By John Gruber
WorkOS: APIs to ship SSO, SCIM, FGA, and User Management in minutes. Check out their launch week.
Marguerite Reardon, reporting for CNet on a panel discussion between Steve Ballmer, Nokia CEO Olli-Pekka Kallasvuo, and AT&T CEO Ralph de la Vega in Barcelona:
iPhone maker Apple isn’t at GSMA Mobile World Congress 2009 along with the rest of the mobile phone industry, but the company’s growing success is definitely top of mind for key executives in the mobile market. […]
“Customers want us to simplify,” de la Vega said. “Our corporate customers, especially, want a smaller set of operating systems to manage.”
And that worked out so well for the PC software industry.
“The iPhone is a great success, but it would be even better if the applications were interoperable.”
Sounds great, but makes zero sense at a technical level. There’s no way to get lowest common denominator interoperability without settling for a lower common denominator experience.
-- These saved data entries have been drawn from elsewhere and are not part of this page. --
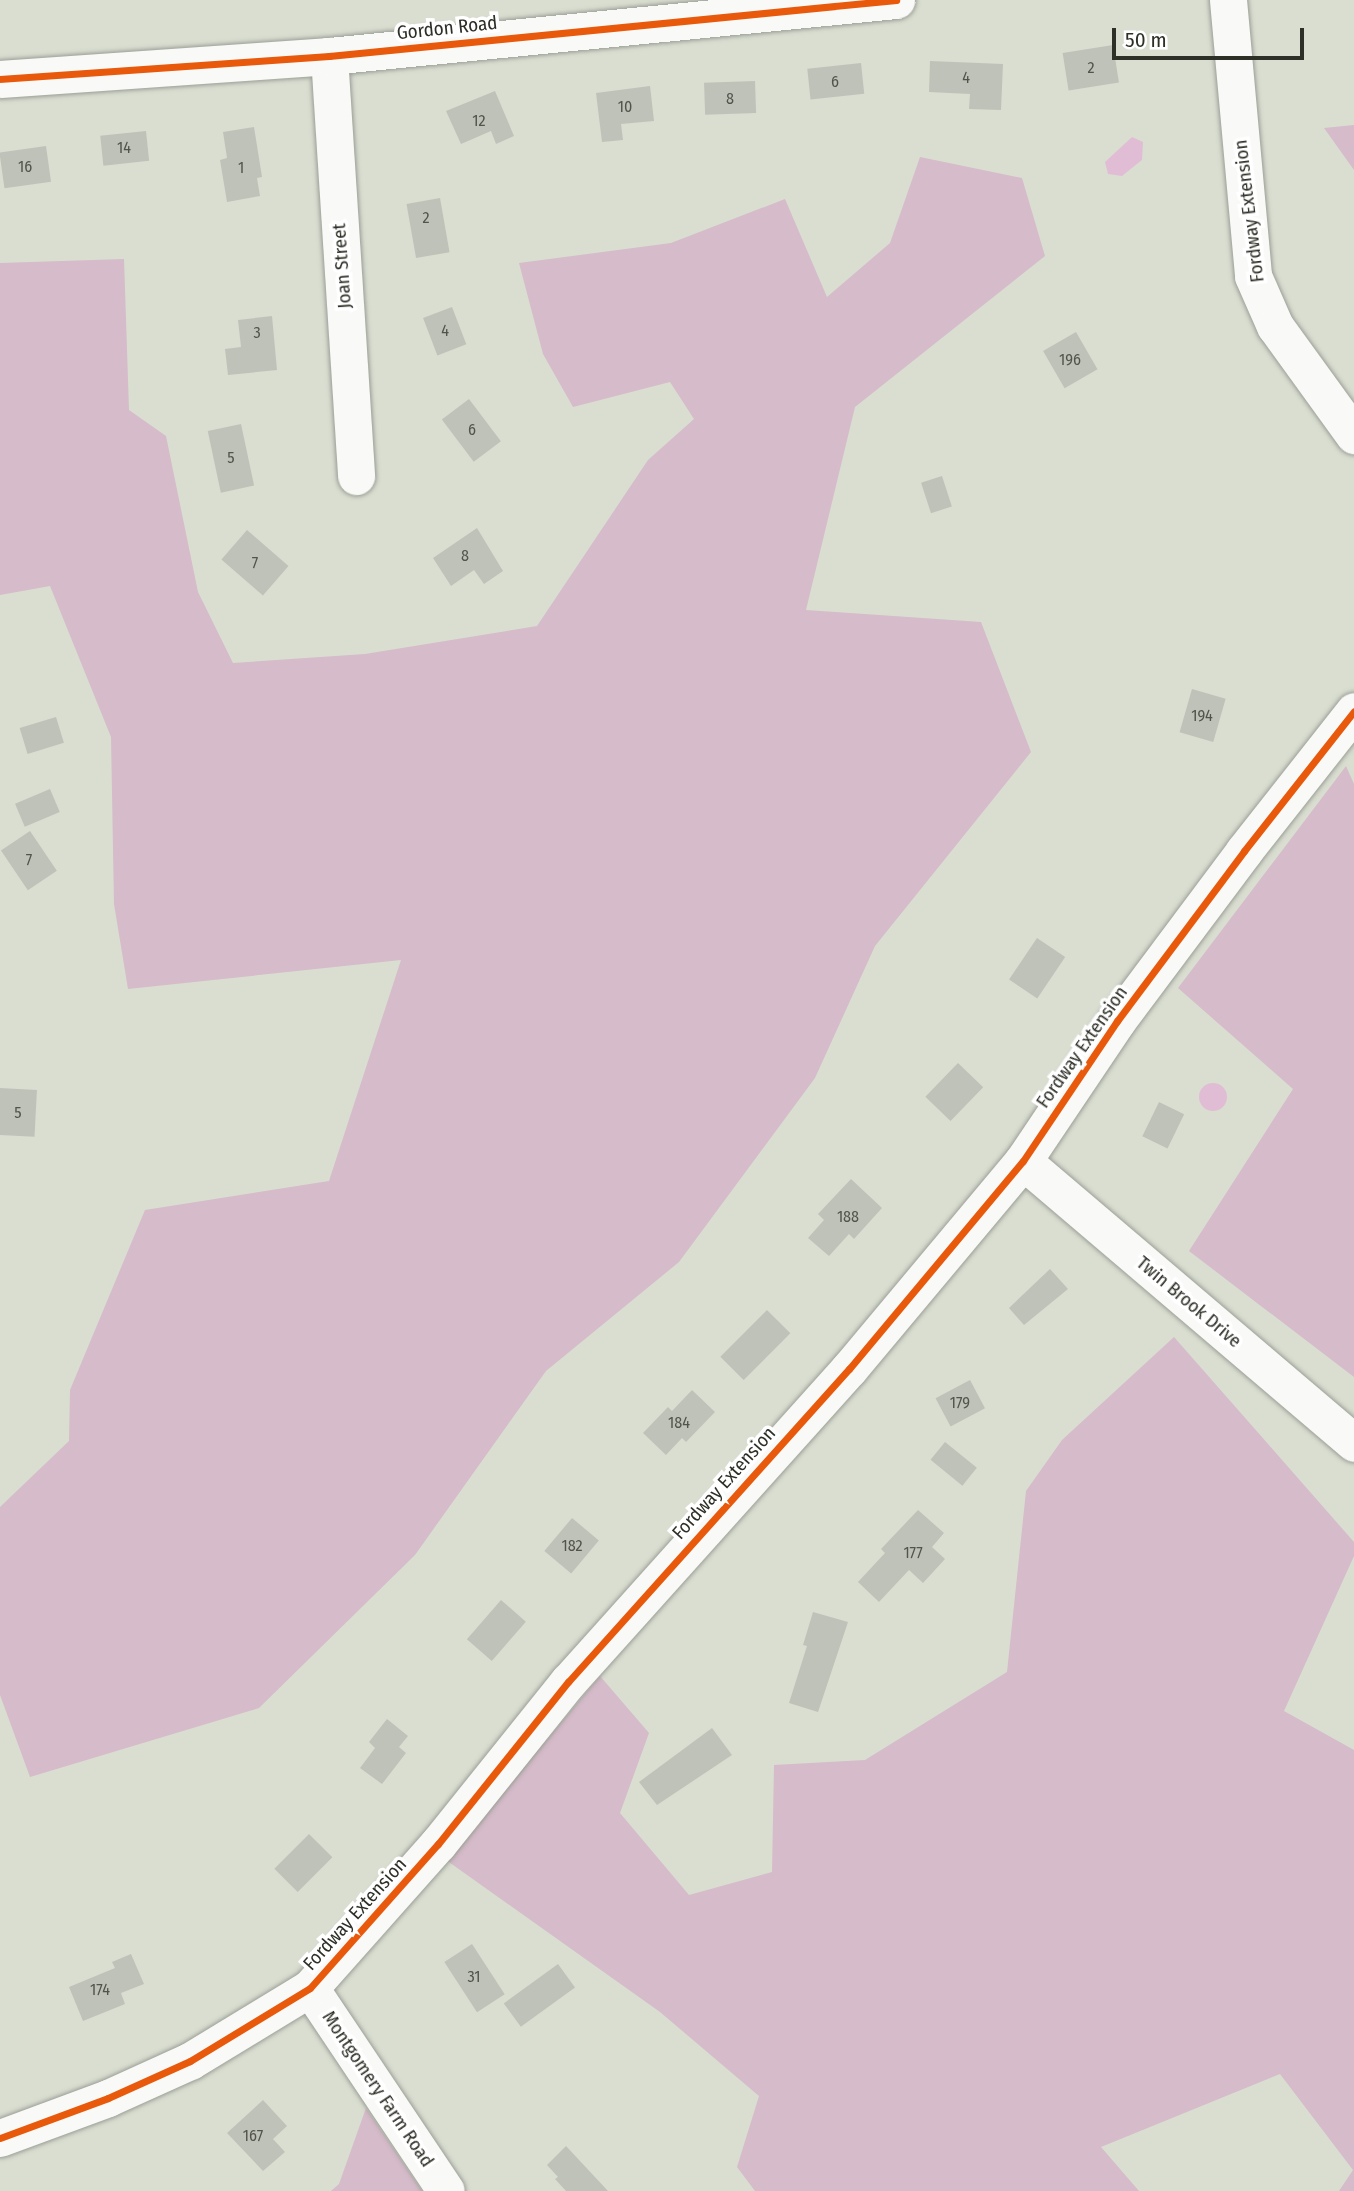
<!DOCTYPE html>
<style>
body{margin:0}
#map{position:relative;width:1354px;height:2191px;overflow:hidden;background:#d9ded1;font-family:"Fira Sans Condensed",sans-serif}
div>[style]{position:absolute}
.forest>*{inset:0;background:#d6bbca}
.water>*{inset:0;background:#e1bdd5}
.round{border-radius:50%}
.building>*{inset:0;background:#bfc2b9;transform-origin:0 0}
.roads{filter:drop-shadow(0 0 2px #9b9e95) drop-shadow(0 0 2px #9b9e95)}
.minor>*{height:37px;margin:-18.5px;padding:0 18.5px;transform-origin:18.5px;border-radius:18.5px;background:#f9faf8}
.cycleway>*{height:7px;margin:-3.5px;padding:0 3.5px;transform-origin:3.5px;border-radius:3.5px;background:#e8590c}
span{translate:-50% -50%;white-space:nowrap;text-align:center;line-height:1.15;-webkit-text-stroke:7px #fff;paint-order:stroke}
.number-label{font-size:16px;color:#52544c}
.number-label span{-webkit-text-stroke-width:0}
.street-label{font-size:19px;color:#2d3027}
.scale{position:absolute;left:1112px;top:28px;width:192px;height:32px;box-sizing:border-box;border:4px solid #2d3027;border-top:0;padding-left:9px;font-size:21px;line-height:24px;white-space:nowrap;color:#2d3027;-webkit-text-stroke:5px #fff;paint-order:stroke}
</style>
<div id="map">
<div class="forest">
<i style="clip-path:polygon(1354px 125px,1354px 170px,1324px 128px)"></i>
<i style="clip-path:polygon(920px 157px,1022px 178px,1045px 256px,855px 407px,806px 610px,981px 622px,1031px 752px,875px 946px,815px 1078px,679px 1262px,546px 1371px,415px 1555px,259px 1708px,30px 1777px,0 1695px,0 1507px,69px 1441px,70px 1390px,145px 1210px,329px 1181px,401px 960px,128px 989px,114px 904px,111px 737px,50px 586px,0 595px,0 263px,124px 259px,129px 410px,166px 436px,198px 592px,233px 663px,365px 654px,537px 626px,648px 460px,694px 419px,670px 382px,573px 407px,543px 354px,519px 263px,671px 243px,785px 199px,827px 297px,890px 243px)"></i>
<i style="clip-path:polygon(1346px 766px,1354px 784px,1354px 1377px,1189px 1251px,1293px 1089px,1178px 988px)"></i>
<i style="clip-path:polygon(1174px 1337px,1354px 1542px,1354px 1556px,1284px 1711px,1354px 1750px,1354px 2191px,1339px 2191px,1353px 2170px,1280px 2074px,1101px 2147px,1139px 2191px,755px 2191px,737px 2167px,759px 2096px,660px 2012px,446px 1860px,600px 1676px,649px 1733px,620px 1813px,689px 1895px,772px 1872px,774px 1765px,865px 1760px,1007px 1672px,1026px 1491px,1062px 1440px)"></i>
<i style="clip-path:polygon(366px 2108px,422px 2191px,331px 2191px,339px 2184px)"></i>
</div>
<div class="water">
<i style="clip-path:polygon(1132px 137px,1143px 142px,1142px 160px,1122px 176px,1108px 174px,1105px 162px)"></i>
<i class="round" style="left:1199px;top:1083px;width:28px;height:28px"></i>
</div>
<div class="building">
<i style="left:1113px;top:45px;width:38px;height:51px;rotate:81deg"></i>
<i style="clip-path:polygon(930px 61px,1003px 64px,1001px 110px,969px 109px,970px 94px,929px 92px)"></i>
<i style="left:861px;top:63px;width:31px;height:54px;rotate:84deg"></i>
<i style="left:755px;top:81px;width:32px;height:51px;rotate:88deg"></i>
<i style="clip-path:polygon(650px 86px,654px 121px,621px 124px,623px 140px,602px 142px,596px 93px)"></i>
<i style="clip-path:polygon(495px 91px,514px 136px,496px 144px,491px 131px,461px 144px,446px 111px)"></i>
<i style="clip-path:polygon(254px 127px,262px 177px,257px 178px,260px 196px,227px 202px,220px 160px,227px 158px,223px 132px)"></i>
<i style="left:146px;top:131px;width:30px;height:46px;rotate:84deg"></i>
<i style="left:46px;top:146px;width:36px;height:47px;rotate:82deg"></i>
<i style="left:440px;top:198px;width:55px;height:34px;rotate:80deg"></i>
<i style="left:452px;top:307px;width:40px;height:31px;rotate:69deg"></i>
<i style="clip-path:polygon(272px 316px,277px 370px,228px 375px,225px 349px,241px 347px,238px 320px)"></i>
<i style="left:1076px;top:332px;width:43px;height:38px;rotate:60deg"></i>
<i style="left:469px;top:399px;width:53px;height:34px;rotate:53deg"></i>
<i style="left:241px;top:424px;width:63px;height:34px;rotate:78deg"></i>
<i style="left:942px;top:476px;width:32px;height:22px;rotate:72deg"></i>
<i style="clip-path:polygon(477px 528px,503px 571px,484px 584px,474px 570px,451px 586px,433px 558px)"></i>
<i style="left:247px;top:530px;width:55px;height:39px;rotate:41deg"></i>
<i style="left:1192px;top:689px;width:35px;height:45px;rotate:16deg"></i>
<i style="left:56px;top:717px;width:27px;height:38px;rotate:73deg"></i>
<i style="left:50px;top:789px;width:25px;height:38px;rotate:67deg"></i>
<i style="left:30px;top:831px;width:48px;height:35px;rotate:56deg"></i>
<i style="left:1037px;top:938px;width:34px;height:50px;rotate:34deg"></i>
<i style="left:958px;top:1063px;width:35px;height:47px;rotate:44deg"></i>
<i style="left:0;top:1088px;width:37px;height:47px;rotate:3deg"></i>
<i style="left:1159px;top:1102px;width:28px;height:38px;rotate:26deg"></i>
<i style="clip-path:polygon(851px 1179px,882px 1208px,854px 1239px,849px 1234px,829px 1256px,808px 1238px,824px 1220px,818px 1214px)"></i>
<i style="clip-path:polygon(1050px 1269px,1068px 1289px,1024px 1325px,1009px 1308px)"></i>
<i style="left:767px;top:1310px;width:33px;height:66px;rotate:45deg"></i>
<i style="left:970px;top:1380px;width:32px;height:39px;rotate:62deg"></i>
<i style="clip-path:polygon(692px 1390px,715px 1412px,686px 1442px,682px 1438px,666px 1455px,643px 1433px,668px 1407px,672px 1411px)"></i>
<i style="left:945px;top:1442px;width:41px;height:23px;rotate:39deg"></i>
<i style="clip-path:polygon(918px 1510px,944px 1533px,932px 1547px,945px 1559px,923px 1583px,909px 1570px,879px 1602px,858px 1582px,885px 1553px,881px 1549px)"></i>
<i style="left:572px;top:1518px;width:35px;height:43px;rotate:40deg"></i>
<i style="left:501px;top:1600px;width:33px;height:52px;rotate:41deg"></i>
<i style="clip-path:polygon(813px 1612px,848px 1622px,818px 1712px,789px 1703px,807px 1646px,803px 1645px)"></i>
<i style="clip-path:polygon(387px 1719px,408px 1736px,399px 1747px,406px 1753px,382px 1784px,360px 1768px,375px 1748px,369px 1742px)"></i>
<i style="clip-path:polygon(712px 1728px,732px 1755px,657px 1805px,639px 1782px)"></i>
<i style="left:309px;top:1834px;width:33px;height:49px;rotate:45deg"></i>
<i style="left:472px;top:1944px;width:60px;height:33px;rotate:57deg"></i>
<i style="clip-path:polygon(131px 1954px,144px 1984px,121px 1993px,125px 2004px,83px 2021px,69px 1987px,115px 1968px,112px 1962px)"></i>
<i style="left:558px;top:1964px;width:29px;height:67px;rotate:54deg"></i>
<i style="clip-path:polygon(263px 2100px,287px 2126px,273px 2139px,285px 2152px,263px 2171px,227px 2133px)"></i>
<i style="clip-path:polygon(566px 2146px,608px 2191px,566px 2191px,555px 2179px,558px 2177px,547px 2165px)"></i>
</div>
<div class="roads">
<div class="minor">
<i style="left:1228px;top:0;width:277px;rotate:84.8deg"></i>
<i style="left:1253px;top:276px;width:55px;rotate:66.3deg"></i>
<i style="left:1275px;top:326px;width:135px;rotate:54.1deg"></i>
<i style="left:329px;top:56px;width:421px;rotate:86.3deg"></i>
<i style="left:0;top:79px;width:330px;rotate:-4deg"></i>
<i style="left:329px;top:56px;width:570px;rotate:-5.64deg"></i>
<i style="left:1023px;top:1161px;width:435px;rotate:40.4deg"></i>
<i style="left:310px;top:1988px;width:244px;rotate:56.2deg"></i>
<i style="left:0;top:2138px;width:115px;rotate:-20.3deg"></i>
<i style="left:108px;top:2098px;width:90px;rotate:-24.3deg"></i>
<i style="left:190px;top:2061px;width:140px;rotate:-31.3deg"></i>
<i style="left:310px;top:1988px;width:193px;rotate:-48.4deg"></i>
<i style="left:438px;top:1844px;width:208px;rotate:-51.3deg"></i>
<i style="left:568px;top:1682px;width:421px;rotate:-48.1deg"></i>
<i style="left:849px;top:1369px;width:271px;rotate:-50.1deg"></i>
<i style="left:1023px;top:1161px;width:169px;rotate:-56.1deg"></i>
<i style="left:1117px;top:1021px;width:212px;rotate:-53.2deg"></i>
<i style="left:1244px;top:851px;width:178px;rotate:-51.8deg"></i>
</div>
</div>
<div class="cycleway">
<i style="left:0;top:79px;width:330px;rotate:-4deg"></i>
<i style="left:329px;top:56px;width:570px;rotate:-5.64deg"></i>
<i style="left:0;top:2138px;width:115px;rotate:-20.3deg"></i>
<i style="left:108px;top:2098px;width:90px;rotate:-24.3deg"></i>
<i style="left:190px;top:2061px;width:140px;rotate:-31.3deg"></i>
<i style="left:310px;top:1988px;width:193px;rotate:-48.4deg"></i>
<i style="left:438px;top:1844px;width:208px;rotate:-51.3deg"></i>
<i style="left:568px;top:1682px;width:421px;rotate:-48.1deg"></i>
<i style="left:849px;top:1369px;width:271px;rotate:-50.1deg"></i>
<i style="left:1023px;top:1161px;width:169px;rotate:-56.1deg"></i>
<i style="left:1117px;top:1021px;width:212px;rotate:-53.2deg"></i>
<i style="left:1244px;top:851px;width:178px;rotate:-51.8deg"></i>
</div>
<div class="number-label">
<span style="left:1091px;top:68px">2</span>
<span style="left:966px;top:78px">4</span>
<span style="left:835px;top:82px">6</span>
<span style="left:730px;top:99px">8</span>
<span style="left:625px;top:107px">10</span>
<span style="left:479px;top:121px">12</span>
<span style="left:124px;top:148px">14</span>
<span style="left:25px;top:167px">16</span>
<span style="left:241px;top:168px">1</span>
<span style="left:426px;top:218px">2</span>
<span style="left:445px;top:331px">4</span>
<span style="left:257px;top:333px">3</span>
<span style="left:1070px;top:360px">196</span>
<span style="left:472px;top:430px">6</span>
<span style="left:231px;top:458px">5</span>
<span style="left:465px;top:556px">8</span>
<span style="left:255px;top:563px">7</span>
<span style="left:1202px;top:716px">194</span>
<span style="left:29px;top:860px">7</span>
<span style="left:18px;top:1113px">5</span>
<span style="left:848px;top:1217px">188</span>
<span style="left:960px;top:1403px">179</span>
<span style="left:679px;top:1423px">184</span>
<span style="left:572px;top:1546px">182</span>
<span style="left:913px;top:1553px">177</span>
<span style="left:474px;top:1977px">31</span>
<span style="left:100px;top:1990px">174</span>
<span style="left:253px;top:2136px">167</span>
</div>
<div class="street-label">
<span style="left:447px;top:28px;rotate:-6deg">Gordon Road</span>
<span style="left:1249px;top:211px;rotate:-97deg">Fordway Extension</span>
<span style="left:342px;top:266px;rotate:-94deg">Joan Street</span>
<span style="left:1082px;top:1047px;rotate:-55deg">Fordway Extension</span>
<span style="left:1189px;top:1302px;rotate:40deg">Twin Brook Drive</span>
<span style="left:724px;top:1483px;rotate:-48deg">Fordway Extension</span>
<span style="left:355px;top:1914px;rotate:-48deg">Fordway Extension</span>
<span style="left:378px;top:2089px;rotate:56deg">Montgomery Farm Road</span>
</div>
<div class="scale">50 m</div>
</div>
Kallasvuo agreed. And he used Apple and its “closed” ecosystem as an example of what could limit innovation in the mobile market in the future. He said Apple’s vertically integrated model, where its hardware and software are tightly controlled by the company, further fragmented the market. And he added that what is truly needed is more openness in developing applications.
Yes, prior to the iPhone progress was zipping along rapidly, but now it’s stuck because the iPhone is closed. The iPhone is hindering innovation because it’s innovative. Also: we have always been at war with Eurasia.
Ballmer argued that device openness was important to give customers more choices. And he pointed to the number of choices that Windows Mobile customers have when choosing a device.
We’d all have more choices if we’d all just choose Windows Mobile.